Angéla a un mouvement de recul :
- Ne me proposez surtout pas une expérience de Gestalt. J'ai déjà essayé et c'était vraiment inutile et grotesque !
- Angéla, je n'ai pas d'outils ici : je cherche avec vous...
- C'est peut-être ça l'instinct ?
Je réalise ici qu'il n'y a rien à "chercher" : tout est là, dans notre relation ! Je me "branche" sur cette partie qu'Angéla nomme mais ne s'ose pas encore utiliser. J'ai envie de poursuivre dans la voie ouverte, en faisant un détour :
- Pourriez-vous me parler d'un client qui limite votre instinct, votre intuition...

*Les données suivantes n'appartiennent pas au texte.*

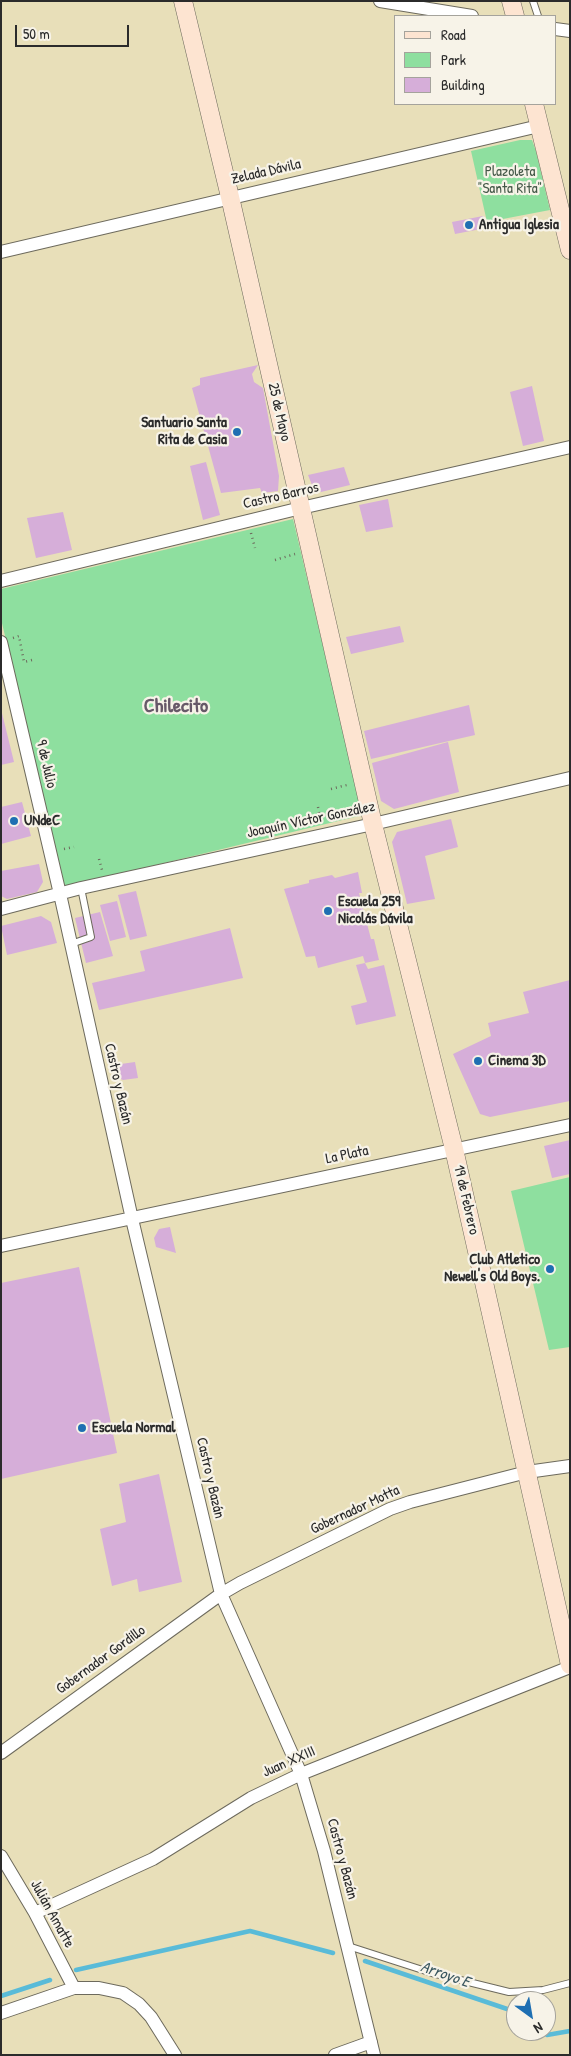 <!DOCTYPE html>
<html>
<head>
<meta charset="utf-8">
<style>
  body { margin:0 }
  #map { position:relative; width:571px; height:2056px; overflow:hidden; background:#e8dfb9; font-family:"Patrick Hand",sans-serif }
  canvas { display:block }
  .frame { position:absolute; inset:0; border:2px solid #2b2b2b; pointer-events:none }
  .legend { position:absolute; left:394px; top:15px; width:162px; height:90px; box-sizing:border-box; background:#f7f3e8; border:1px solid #a5a39c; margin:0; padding:6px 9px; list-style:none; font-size:15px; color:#2b2b2b }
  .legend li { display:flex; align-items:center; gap:10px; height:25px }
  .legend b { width:25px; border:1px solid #a5a39c }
  .north { position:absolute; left:506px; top:1991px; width:50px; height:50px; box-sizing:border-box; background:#f7f3e8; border:1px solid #a5a39c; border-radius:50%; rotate:148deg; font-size:14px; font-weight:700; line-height:20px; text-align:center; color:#2b2b2b }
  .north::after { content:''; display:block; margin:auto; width:18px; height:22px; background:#1f6fb2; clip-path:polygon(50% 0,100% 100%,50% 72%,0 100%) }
  .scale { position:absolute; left:15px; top:25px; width:114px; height:22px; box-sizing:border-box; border:2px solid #2b2b2b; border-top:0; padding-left:6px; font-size:15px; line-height:18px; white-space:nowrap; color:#2b2b2b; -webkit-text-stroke:4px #f7f3e8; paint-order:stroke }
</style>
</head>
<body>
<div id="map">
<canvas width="571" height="2056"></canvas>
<div class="frame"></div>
<ul class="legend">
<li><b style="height:6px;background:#fde4d1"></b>Road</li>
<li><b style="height:14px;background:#8edf9f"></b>Park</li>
<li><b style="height:14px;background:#d6aed9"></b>Building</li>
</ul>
<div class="north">N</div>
<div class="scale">50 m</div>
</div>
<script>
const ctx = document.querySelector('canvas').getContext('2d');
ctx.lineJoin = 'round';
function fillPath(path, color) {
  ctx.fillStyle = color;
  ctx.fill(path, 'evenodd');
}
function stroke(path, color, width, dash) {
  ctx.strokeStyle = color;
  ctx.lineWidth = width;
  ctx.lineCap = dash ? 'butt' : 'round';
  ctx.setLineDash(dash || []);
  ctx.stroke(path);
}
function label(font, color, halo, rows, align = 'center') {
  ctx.font = font + ' "Patrick Hand",sans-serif';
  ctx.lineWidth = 4.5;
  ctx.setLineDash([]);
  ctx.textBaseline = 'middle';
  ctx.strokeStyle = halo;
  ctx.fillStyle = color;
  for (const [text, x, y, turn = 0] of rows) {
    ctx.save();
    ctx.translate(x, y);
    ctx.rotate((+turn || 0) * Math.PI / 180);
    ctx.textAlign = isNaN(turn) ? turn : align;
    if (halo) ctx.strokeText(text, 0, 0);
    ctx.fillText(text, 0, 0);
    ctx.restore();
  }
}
const green = new Path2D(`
  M 520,140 L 532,140 L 536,151 L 550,210 L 487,222 L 471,151 Z
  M 293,519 L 363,815 L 65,887 L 1,619 L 1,589 Z
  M 570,1177 L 570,1347 L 549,1350 L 511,1191 Z`);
const stream = new Path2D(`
  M 365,1961 L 516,2012
  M 76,1970 L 250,1931 L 333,1953
  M 1,1996 L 50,1980
  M 544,2031 L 547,2035 L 570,2031`);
const building = new Path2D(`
  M 483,216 L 486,228 L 455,234 L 452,222 Z
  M 258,365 L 252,374 L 254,382 L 263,388 L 279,476 L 278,491 L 262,493 L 260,488 L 221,493 L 192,388 L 200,385 L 200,378 Z
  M 532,386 L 544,441 L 523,446 L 510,392 Z
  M 206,462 L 220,515 L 203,520 L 190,466 Z
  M 344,467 L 350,485 L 321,492 L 312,485 L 308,475 Z
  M 388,499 L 393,527 L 366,532 L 359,505 Z
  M 63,512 L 72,550 L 36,558 L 27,518 Z
  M 400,626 L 404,642 L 351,654 L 346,637 Z
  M 469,705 L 475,735 L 371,759 L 364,731 Z
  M 1,709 L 14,762 L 1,765 Z
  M 448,742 L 459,792 L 394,809 L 381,801 L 372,763 Z
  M 22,802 L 31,836 L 1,844 L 1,807 Z
  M 451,819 L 458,847 L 425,856 L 435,899 L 407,904 L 392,842 L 397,832 Z
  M 39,864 L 43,882 L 37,892 L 7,899 L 1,896 L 1,871 Z
  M 358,872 L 362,893 L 359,893 L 371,939 L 374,939 L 379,960 L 365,963 L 368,969 L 384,965 L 396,1016 L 356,1025 L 351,1006 L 367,1002 L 356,965 L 365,963 L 363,956 L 318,968 L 315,956 L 306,957 L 284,889 L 309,883 L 309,880 L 332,875 L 335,878 Z
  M 136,891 L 147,936 L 130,940 L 118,895 Z
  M 117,901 L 126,937 L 110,941 L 100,905 Z
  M 100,912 L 113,956 L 86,963 L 75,918 Z
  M 41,916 L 51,922 L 57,943 L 7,955 L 1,926 Z
  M 230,928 L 243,978 L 99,1010 L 92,983 L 145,971 L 140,951 Z
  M 570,980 L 570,1101 L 490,1117 L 480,1114 L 453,1054 L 491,1036 L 488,1023 L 529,1013 L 523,992 Z
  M 135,1062 L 138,1078 L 123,1080 L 115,1076 L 114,1071 L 117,1067 L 121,1064 Z
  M 570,1140 L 570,1174 L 552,1178 L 544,1146 Z
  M 170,1227 L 176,1253 L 156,1247 L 154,1238 L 159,1229 Z
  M 79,1267 L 117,1453 L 1,1479 L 1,1283 Z
  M 159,1474 L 182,1582 L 139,1592 L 137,1579 L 112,1586 L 100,1529 L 126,1522 L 119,1484 Z`);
const path = new Path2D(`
  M 251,533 L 255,548
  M 275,560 L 295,554
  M 13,638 L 19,636 L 24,662 L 32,660
  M 331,789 L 347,785
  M 318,807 L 321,823
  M 64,849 L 74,847
  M 99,859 L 102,870`);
const lane = new Path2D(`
  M 533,1 L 538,16
  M 71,944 L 91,937 L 81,888
  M 348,1946 L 432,1973 L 509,1992 L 543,1990 L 570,1983`);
const street = new Path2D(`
  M 380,1 L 472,16
  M 555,29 L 570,31
  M 1,252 L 539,126
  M 1,581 L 301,508 L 570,447
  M 1,642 L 60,894 L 132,1219 L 221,1594 L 301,1774 L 324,1851 L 374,2055
  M 1,909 L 81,888 L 373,824 L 570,778
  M 1,1246 L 570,1125
  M 1,1753 L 221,1594 L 240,1583 L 390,1509 L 410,1502 L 527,1472 L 570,1466
  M 1,1856 L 35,1913 L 74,1988
  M 35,1913 L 153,1859 L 251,1798 L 301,1774 L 570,1667
  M 1,2013 L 74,1988 L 99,1988 L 123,1993 L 139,2004 L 151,2017 L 175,2055
  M 335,2055 L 371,2042`);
const secondary = new Path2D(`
  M 183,1 L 230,197 L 373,824 L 454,1149 L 570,1665
  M 511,1 L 515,16
  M 534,104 L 570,250`);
const markers = [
  [469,225,5,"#1f6fb2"],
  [237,432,5,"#1f6fb2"],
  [14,821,5,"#1f6fb2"],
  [328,911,5,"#1f6fb2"],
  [478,1061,5,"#1f6fb2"],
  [550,1269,5,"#1f6fb2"],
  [82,1428,5,"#1f6fb2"]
];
const streetNames = [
  ["Zelada Dávila",266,172,-13],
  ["25 de Mayo",279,412,77],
  ["Castro Barros",281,496,-13],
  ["9 de Julio",46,764,77],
  ["Joaquín Víctor González",311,820,-12],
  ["Castro y Bazán",118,1084,77],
  ["La Plata",347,1155,-12],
  ["19 de Febrero",466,1200,77],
  ["Castro y Bazán",210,1478,77],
  ["Gobernador Motta",355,1510,-25],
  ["Gobernador Gordillo",101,1660,-36],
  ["Juan XXIII",289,1762,-24],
  ["Castro y Bazán",342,1859,75],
  ["Julián Amatte",52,1914,61]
];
const parkNames = [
  ["Plazoleta",510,172],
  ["\"Santa Rita\"",510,189]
];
const poiNames = [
  ["Antigua Iglesia",479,225],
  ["Santuario Santa",227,423,"right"],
  ["Rita de Casia",227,440,"right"],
  ["UNdeC",24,821],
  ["Escuela 259",338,902],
  ["Nicolás Dávila",338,919],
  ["Cinema 3D",488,1061],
  ["Club Atletico",540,1260,"right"],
  ["Newell's Old Boys.",540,1277,"right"],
  ["Escuela Normal",92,1428]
];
const waterNames = [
  ["Arroyo E",445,1975,19]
];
const districtNames = [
  ["Chilecito",176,707]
];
fillPath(green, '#8edf9f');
stroke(stream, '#59bbd8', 4.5);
fillPath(building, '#d6aed9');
stroke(lane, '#6d6a5d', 8);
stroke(street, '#6d6a5d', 14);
stroke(secondary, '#6d6a5d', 19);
stroke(path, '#6d6a5d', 2.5, [1, 4]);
stroke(lane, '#fff', 6);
stroke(street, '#fff', 12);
stroke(secondary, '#fde4d1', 18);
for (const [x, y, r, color] of markers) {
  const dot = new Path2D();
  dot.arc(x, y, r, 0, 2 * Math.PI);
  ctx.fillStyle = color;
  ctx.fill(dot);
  stroke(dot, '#f7f3e8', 2);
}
label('15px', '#2b2b2b', '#f7f3e8', streetNames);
label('15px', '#445848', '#f7f3e8', parkNames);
label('bold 15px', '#2b2b2b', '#f7f3e8', poiNames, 'left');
label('italic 16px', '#39565f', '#f7f3e8', waterNames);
label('bold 20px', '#675968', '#f7f3e8', districtNames);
</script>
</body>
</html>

- Je pense plutôt à la situation inverse : c'est un dirigeant qui reste en retrait face à son associée, une femme. Nos séances ne semblent avoir aucun effet sur lui !
- Et quel effet sur vous ?
- Ça m'agace. J'enrage... J'ai peur d'être mise en échec !
- Vous faites peut-être avec lui ce qu'il fait avec son associée ?
Long silence. Angéla semble interpellée puis :
- Je ne comprends pas ?
- Vous dites que vous retenez votre agacement, votre rage, votre peur. Vous contenez peut-être ici de multiples facettes de votre instinct ?
- Je n'avais pas vu ça comme ça !
Cette formule d'Angéla m'amuse et m'apporte un autre regard sur la "super-vision" : ces séances pourraient s'appeler "alter-vision" ou "regards croisés" pour un "métier impossible" !
A retenir :
« C'est en jouant, et seulement en jouant, que l'individu, enfant ou adulte, est capable d'être créatif et d'utiliser sa personnalité tout entière. C'est seulement en étant créatif que l'individu découvre le soi. » Jeu et réalité, D. W. WINNICOTT.
« La formation du thérapeute lui permet d'apprendre ce qu'il ne doit pas faire. Avec la supervision, le plus souvent il touche du doigt ce qu'il peut faire, et dans de rares cas ce qu'il doit faire. » Supervision en thérapie systémique, Jacques-Antoine MALAREWICZ.